Période très dure pour l’Empire romain, le IIIe siècle de notre ère le voit être assailli par des ennemis externes de plus en plus organisés et puissants, alors même que les problèmes internes de Rome s’accentuent. Toutefois cette période n’est pas synonyme d’effondrement et l’Empire connut encore de très belles éclaircies et sut relever la tête. Voyons donc quelle était l’armée de ce IIIe siècle, dont les problèmes sont essentiellement d’ordre militaire.
Les migrations barbares:

Le « terrible IIIe siècle », comme on le surnomme souvent, l’a surtout été en raison de la forte pression des différents peuples barbares sur les frontières de l’Empire. En effet, pour des raisons encore mal connues (surpopulation? raréfaction de la nourriture? volonté de conquête de nouvelles terres? un peu tout à la fois?), les peuples d’Asie (tels les Huns) se mirent en marche vers l’ouest. Ce faisant il poussèrent en avant les autres peuplades, d’Europe de l’est et d’Europe centrale. Par cette simple pression, ces peuples parvinrent de manière bien plus importante qu’avant au contact de Rome. Or ces derniers sont d’autant moins maîtrisables qu’ils sont très nombreux, voire très morcelés, et surtout mal distingués par les Romains qui n’ont pas anticipé ni compris ces migrations. Ils désignent encore leurs voisins remuants sous les titres génériques et dépassés de GermainsScythes,. Or nous parlons des ramifications des Francs, des Alamans, Goths (qui migrent depuis la Baltique vers la mer Noire), Juthunges, Bructères, Hermundures, Quades, Marcomans, Sarmates (Iazyges et Roxolans) etc. La liste est très longue et ce ne sont là que quelques exemples! De plus, en Orient, la menace se rallume en 226 alors que la faible dynastie Parthe de l’actuel Iran (les Arsacides) sont remplacés par les belliqueux Sassanides (des Perses). Et ceci n’est qu’une très courte description de mouvements forts complexes. On les résumera en une ligne: dorénavant Rhin, Danube et Orient étaient menacés en même temps. Dès l’Antiquité, il n’est jamais bon de se battre sur deux fronts à la fois, qui plus est lorsqu’ils sont très éloignés les uns des autres.

Buste de Caracalla, musée du Louvre.
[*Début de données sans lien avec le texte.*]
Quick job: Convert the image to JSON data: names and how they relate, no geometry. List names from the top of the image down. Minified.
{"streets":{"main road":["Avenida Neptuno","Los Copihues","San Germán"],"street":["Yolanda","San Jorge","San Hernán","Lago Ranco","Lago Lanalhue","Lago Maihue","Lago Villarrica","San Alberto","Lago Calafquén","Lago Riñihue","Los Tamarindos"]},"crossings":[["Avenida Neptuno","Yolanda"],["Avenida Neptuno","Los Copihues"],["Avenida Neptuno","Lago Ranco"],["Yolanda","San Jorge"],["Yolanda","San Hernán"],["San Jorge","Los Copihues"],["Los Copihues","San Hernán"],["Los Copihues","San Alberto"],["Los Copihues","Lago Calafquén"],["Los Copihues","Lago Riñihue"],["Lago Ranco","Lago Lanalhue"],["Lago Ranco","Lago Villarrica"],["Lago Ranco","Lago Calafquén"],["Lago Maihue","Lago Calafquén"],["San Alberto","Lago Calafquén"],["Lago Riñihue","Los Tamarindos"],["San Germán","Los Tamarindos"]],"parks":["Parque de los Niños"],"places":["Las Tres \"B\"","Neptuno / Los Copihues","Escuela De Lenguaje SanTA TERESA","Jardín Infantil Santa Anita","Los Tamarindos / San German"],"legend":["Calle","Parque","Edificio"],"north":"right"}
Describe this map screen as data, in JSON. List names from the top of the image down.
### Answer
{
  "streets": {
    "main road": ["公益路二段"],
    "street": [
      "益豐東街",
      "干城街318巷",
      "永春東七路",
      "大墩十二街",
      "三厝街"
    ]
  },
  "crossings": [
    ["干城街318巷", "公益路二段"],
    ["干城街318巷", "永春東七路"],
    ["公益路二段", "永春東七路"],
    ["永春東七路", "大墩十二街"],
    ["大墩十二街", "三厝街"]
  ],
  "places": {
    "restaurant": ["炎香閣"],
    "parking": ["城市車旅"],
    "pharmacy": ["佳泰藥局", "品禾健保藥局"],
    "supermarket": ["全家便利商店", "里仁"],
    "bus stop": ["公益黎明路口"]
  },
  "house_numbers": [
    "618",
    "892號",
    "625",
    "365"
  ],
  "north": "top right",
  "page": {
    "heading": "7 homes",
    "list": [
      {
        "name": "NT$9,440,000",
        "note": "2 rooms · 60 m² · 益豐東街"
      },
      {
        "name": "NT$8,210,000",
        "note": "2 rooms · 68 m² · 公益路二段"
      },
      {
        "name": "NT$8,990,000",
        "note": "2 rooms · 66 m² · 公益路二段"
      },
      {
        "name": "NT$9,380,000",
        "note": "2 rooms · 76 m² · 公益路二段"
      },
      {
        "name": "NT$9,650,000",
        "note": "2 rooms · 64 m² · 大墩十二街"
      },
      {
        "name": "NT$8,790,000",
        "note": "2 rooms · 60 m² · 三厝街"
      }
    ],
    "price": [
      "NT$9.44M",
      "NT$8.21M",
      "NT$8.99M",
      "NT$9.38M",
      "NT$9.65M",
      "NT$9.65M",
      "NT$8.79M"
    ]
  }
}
Crédits photo: wikipédia.

Des guerres davantage défensives et simultanées:

Face à tout ce qui vient de vous être décrit, Rome dut s’adapter et les guerres qu’elle mena prirent un tour autrement plus défensif et simultané que durant les années de la  pax romana . Bien sûr cela ne veut toutefois pas dire que l’Empire a perdu pour toujours l’initiative: les guerres de l’empereur Septime Sévère en Orient (contre les Parthes) et en Bretagne (= Grande-Bretagne, qu’il avait voulu enfin conquérir au delà du mur d’Hadrien), l’expédition orientale de son fils Caracalla sont là pour le prouver. En effet c’est bien Rome qui est à l’origine de ces conflits et elle sait encore conquérir, passer à l’attaque. Mais, en règle générale, le IIIe siècle voit Rome affronter des raids barbares de plus en plus puissants, et ce d’autant plus que ces peuples se liguent en vastes coalitions. Ainsi la ligue des Alamans est attestée en pour la première fois en 212 et elle doit à Caracalla son titre d’Alamanicus (« le vainqueur des Alamans ») . Il en existe bien d’autres, car ces peuples, poussés en avant par l’avancée de voisins plus orientaux, se pressent contre la zone-frontière de Rome, le limes. Leurs attaques s’intensifiant, l’Empire dut même harmoniser sa frontière, et abandonnant par exemple les champs Décumates, cette région-tampon située entre Rhin et Danube. Pire encore Aurélien fait évacuer la Dacie, seule province romaine au nord du Danube (peu ou prou l’actuelle Roumanie, conquise par Trajan) et qui de, tête de pont vers de futures conquêtes, était devenue un saillant intenable… Car présentant trois cotés à l’ennemi.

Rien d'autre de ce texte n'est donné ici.